Since the Louisiana Department of Natural Resources issued Helis Oil & Gas Co. a drilling permit for an exploratory well in the parish in December, all eyes have been on the U.S. Army Corps of Engineers, to which Helis applied for a permit to drill in wetlands because most of its proposed 3.2-acre drilling site is defined as wetlands.
The application remains under review, but the Louisiana Department of Environmental Quality this week issued a water quality certificate for the project, a necessary precursor to getting permission from the Corps.
Like many of the various approvals the project has needed, the Corps permit is the subject of a lawsuit. Lawyers working on behalf of the town of Abita Springs filed suit in February in federal court in New Orleans in an effort to prevent the Corps from issuing the permit, arguing that the agency had failed to provide enough information for public comment and illegally denied the town’s request for a public hearing on the application.
The Corps has until mid-April to respond. A spokesman for the U.S. Department of Justice has refused to comment other than to say the permit application is still under review. A Corps spokesman could not comment on when a decision on the permit would be forthcoming.
Meanwhile, attorneys for Abita Springs and Helis are due to appear March 24 in another courtroom, this one a state district court in St. Tammany Parish. In that suit — and a similar one filed by the parish in state court in Baton Rouge — attorneys for the government agencies argue, among other things, that parish zoning laws prevent a well from being drilled at the site Helis has proposed, east of La. 1088 and north of Interstate 12.
An attorney for Helis, however, has asked the St. Tammany court to delay the hearing until after an April 20 hearing scheduled in the Baton Rouge court.

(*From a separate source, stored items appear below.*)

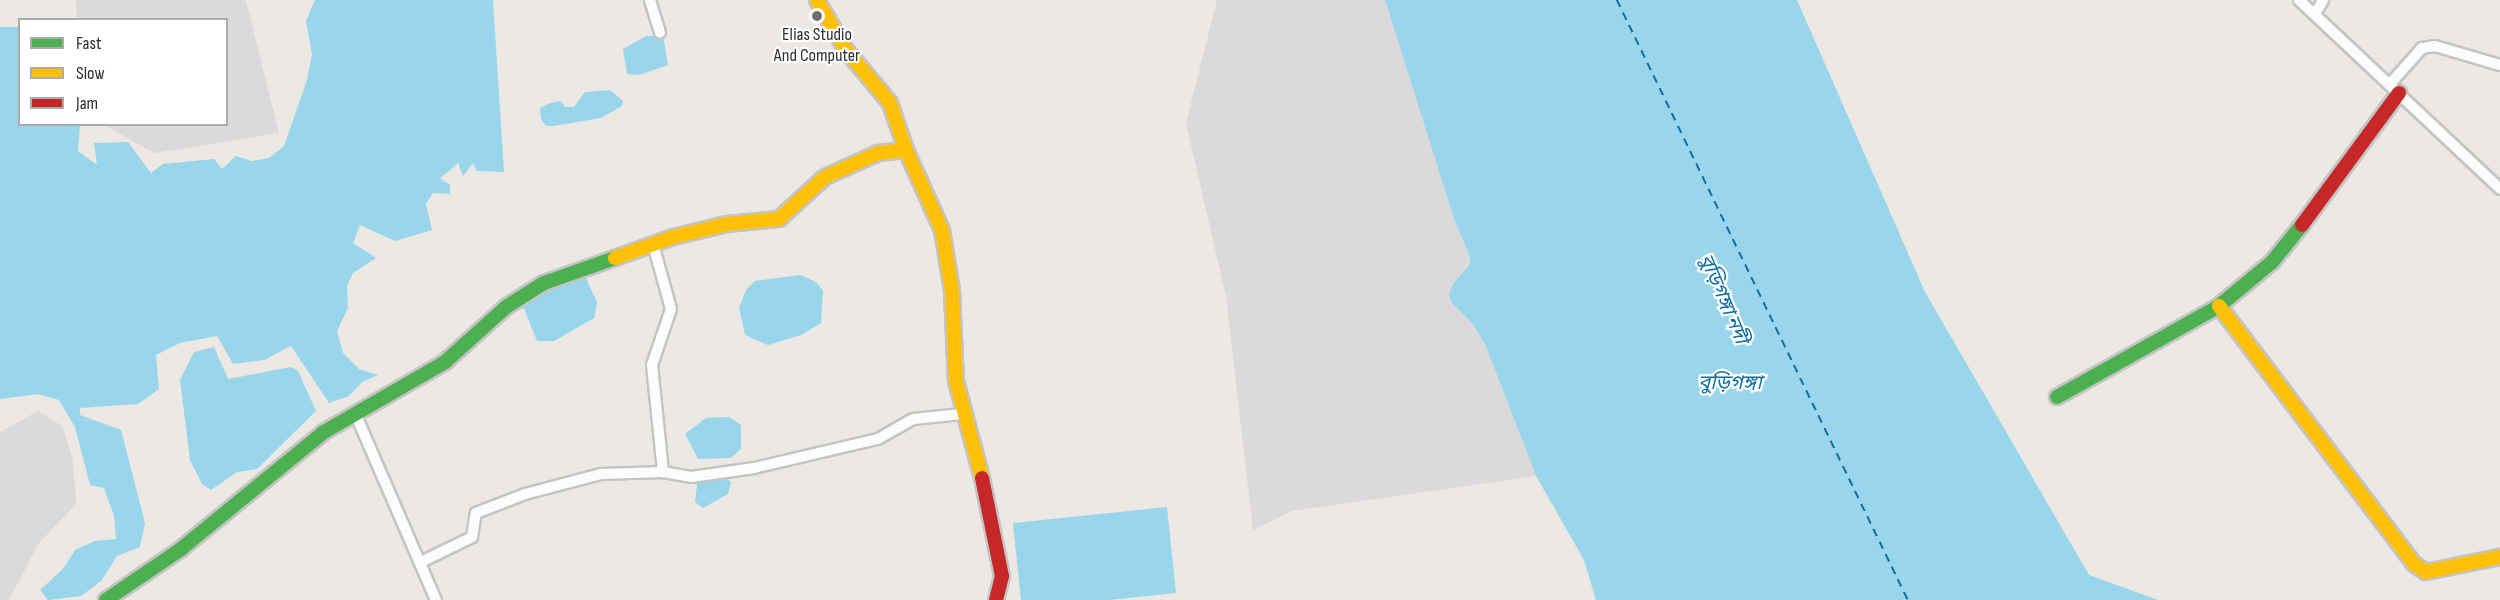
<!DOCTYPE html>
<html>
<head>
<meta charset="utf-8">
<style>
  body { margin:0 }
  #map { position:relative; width:2500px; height:600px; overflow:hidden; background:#ece8e4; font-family:"Sofia Sans Condensed","Noto Sans Bengali",sans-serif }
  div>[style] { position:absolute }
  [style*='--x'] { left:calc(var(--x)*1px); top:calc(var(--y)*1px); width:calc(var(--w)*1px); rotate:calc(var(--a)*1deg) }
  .industrial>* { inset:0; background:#dcd9db }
  .water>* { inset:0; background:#99d6ec }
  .ferry>* { height:1.5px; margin-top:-0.75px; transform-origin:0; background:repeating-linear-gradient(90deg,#0d6fa3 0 8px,transparent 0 14px) }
  .roads { filter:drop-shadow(2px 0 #c5c4c5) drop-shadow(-2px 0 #c5c4c5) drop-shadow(0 2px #c5c4c5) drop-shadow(0 -2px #c5c4c5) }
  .street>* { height:10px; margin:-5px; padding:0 5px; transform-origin:5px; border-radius:5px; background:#fcfcfb }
  .fast>* { height:14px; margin:-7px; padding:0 7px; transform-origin:7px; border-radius:7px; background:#4caf50 }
  .slow>* { height:14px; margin:-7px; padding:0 7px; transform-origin:7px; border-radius:7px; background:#ffc107 }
  .jam>* { height:14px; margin:-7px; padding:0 7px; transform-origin:7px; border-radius:7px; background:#c62828 }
  .dots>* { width:16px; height:16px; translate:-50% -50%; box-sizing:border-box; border:3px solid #fff; border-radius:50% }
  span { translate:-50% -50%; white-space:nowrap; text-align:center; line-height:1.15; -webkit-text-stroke:4.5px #fff; paint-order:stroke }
  .poi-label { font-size:18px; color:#2e2e2e }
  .water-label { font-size:20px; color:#0d6fa3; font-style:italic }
  .legend { position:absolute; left:18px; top:18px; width:210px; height:108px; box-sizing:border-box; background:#fff; border:2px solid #ababab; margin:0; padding:8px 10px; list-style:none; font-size:18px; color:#2e2e2e }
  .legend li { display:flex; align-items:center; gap:12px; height:30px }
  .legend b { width:30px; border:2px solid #ababab }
</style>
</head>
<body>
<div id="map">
  <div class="industrial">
    <div style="clip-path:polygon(76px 0,246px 0,279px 133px,154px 153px,105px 125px,226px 124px,226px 20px,77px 19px)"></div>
    <div style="clip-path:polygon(1217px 0,1385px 0,1454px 219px,1470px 257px,1452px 303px,1472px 323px,1485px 344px,1536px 476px,1292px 511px,1253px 530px,1226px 297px,1186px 123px)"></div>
    <div style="clip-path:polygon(38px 411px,62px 426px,73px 459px,76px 504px,39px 543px,9px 600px,0 600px,0 432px)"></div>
  </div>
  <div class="water">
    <div style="clip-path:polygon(315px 0,493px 0,504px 172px,477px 171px,473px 163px,463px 176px,458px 163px,450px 170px,440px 178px,450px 185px,450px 194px,433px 193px,426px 204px,432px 230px,395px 241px,360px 225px,353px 243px,376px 258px,353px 273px,347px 286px,348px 308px,337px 331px,343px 353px,359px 369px,378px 375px,362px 382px,349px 396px,329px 403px,291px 346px,264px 360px,233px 364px,217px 336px,180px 343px,156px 355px,159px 389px,138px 404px,80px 408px,80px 415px,121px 430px,145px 523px,140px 547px,117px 556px,101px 581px,81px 596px,48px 600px,40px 590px,63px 569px,75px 550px,95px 541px,116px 539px,114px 516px,104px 488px,90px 485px,75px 427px,59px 400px,38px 394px,0 399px,0 27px,19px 27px,20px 124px,80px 125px,78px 151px,97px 165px,94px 143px,128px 142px,151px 173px,163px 164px,214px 159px,222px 169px,236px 156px,252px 161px,269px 158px,284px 146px,307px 80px,312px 54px,306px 21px)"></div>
    <div style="clip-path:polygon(1385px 0,1797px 0,1925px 292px,2089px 575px,2158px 600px,1596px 600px,1584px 560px,1536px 476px,1485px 344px,1472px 323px,1452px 303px,1449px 294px,1453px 284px,1469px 265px,1470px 257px,1454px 219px)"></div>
    <div style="clip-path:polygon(646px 36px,663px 36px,668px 65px,639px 75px,627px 74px,623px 49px)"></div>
    <div style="clip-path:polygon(610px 90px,623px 101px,622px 106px,601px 118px,554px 126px,546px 126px,541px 119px,540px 108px,550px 103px,561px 101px,565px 107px,574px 107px,585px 92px)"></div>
    <div style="clip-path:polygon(584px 274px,597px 302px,594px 318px,554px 341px,537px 341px,523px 306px,540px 287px)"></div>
    <div style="clip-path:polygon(801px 275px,816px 282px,823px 291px,821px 323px,801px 335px,768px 345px,745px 335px,739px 308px,746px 290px,755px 281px)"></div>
    <div style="clip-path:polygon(214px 347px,228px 379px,291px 367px,298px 371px,316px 411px,257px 469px,237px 472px,211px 490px,202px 484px,190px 460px,180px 380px,194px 352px)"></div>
    <div style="clip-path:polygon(729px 417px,741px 425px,741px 449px,731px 458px,698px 459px,685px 434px,706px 418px)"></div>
    <div style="clip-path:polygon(698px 476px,724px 477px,731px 482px,728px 494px,703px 508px,695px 502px)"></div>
    <div style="clip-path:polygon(1167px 507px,1176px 593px,1109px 600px,1021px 600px,1013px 523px)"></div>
  </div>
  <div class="ferry">
    <div style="--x:1617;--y:0;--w:667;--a:64.13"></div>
  </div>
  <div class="roads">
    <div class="street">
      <div style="--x:650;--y:0;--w:34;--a:73"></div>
      <div style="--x:2299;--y:0;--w:276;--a:43.2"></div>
      <div style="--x:2315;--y:14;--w:16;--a:-60"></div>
      <div style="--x:2390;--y:84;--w:48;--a:-48.4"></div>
      <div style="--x:2422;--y:48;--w:13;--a:-9"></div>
      <div style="--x:2435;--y:46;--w:68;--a:16.3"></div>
      <div style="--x:653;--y:244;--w:67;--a:74.5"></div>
      <div style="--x:671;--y:309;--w:59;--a:108.7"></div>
      <div style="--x:652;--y:365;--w:108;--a:84.1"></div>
      <div style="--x:663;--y:472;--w:28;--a:10"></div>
      <div style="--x:691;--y:477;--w:64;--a:-8.1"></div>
      <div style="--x:754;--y:468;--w:127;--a:-13.2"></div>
      <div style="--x:878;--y:439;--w:40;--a:-29.7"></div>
      <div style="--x:913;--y:419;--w:49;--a:-5.8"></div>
      <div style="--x:355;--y:413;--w:204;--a:66.6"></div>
      <div style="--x:421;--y:562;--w:57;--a:-26.1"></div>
      <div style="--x:472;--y:537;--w:24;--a:-81"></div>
      <div style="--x:476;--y:513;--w:53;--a:-21.2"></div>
      <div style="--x:525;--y:494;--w:79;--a:-14.7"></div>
      <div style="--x:601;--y:474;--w:62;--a:-1.8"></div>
    </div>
    <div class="fast">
      <div style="--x:2057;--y:397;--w:186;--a:-29.3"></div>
      <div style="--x:2219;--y:306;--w:69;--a:-39.7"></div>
      <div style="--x:2272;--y:262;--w:48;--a:-51"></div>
      <div style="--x:106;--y:600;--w:91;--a:-34.2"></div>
      <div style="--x:181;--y:549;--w:185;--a:-39.3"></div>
      <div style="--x:324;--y:432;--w:140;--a:-30"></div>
      <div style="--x:445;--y:362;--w:82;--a:-42"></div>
      <div style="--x:506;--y:307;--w:45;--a:-32.3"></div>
      <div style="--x:544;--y:283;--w:75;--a:-19.4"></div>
    </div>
    <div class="slow">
      <div style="--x:817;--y:0;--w:58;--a:59.9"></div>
      <div style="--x:846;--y:50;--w:69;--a:50.3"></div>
      <div style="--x:890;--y:103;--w:50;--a:71.2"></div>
      <div style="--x:906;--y:150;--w:88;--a:65.8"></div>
      <div style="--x:942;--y:230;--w:62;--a:80.7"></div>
      <div style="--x:952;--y:291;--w:90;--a:87.5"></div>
      <div style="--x:956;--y:381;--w:100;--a:75"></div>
      <div style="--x:615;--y:258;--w:62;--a:-19.9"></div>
      <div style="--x:673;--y:237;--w:56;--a:-13.5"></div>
      <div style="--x:727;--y:224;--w:52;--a:-5.5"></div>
      <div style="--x:779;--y:219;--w:62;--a:-42.4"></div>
      <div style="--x:825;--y:177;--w:58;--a:-24.4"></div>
      <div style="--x:878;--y:153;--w:28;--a:-6"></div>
      <div style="--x:2219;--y:306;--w:323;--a:52.9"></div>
      <div style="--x:2414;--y:564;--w:14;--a:34"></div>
      <div style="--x:2426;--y:572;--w:76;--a:-11.5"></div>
    </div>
    <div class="jam">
      <div style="--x:2302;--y:225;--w:164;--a:-53.7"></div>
      <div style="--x:982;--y:478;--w:100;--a:78.5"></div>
      <div style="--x:1002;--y:576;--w:25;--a:104"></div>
    </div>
  </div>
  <div class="dots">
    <div style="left:817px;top:16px;background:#706f6e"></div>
  </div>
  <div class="poi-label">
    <span style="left:817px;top:46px">Elias Studio<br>And Computer</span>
  </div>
  <div class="water-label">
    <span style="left:1723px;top:299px;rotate:67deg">বুড়িগঙ্গা নদী</span>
    <span style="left:1730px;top:383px">বুড়িগঙ্গা</span>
  </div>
  <ul class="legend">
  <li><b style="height:8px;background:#4caf50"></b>Fast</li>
  <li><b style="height:8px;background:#ffc107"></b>Slow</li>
  <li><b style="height:8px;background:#c62828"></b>Jam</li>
  </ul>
</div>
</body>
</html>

The company said that because the Baton Rouge case was filed first and covers much of the same ground as the suit filed in St. Tammany Parish, the St. Tammany hearing should come second.
Lisa Jordan, the attorney representing Abita Springs, has opposed a delay and urged the court to hold the hearing as scheduled.
It does not appear that new federal government rules on fracking issued Friday by the Obama administration will have an impact on the Helis project. A company spokesman said Helis officials plan to review them. But the proposed well would be on private property, and the new regulations would apply only on public land.
Fracking, which has helped fuel a boom in domestic oil and gas production, is a controversial process. Environmentalists argue that it poses a danger to local water supplies and wildlife, while proponents claim that it could help free the U.S. from its dependence on foreign oil imports.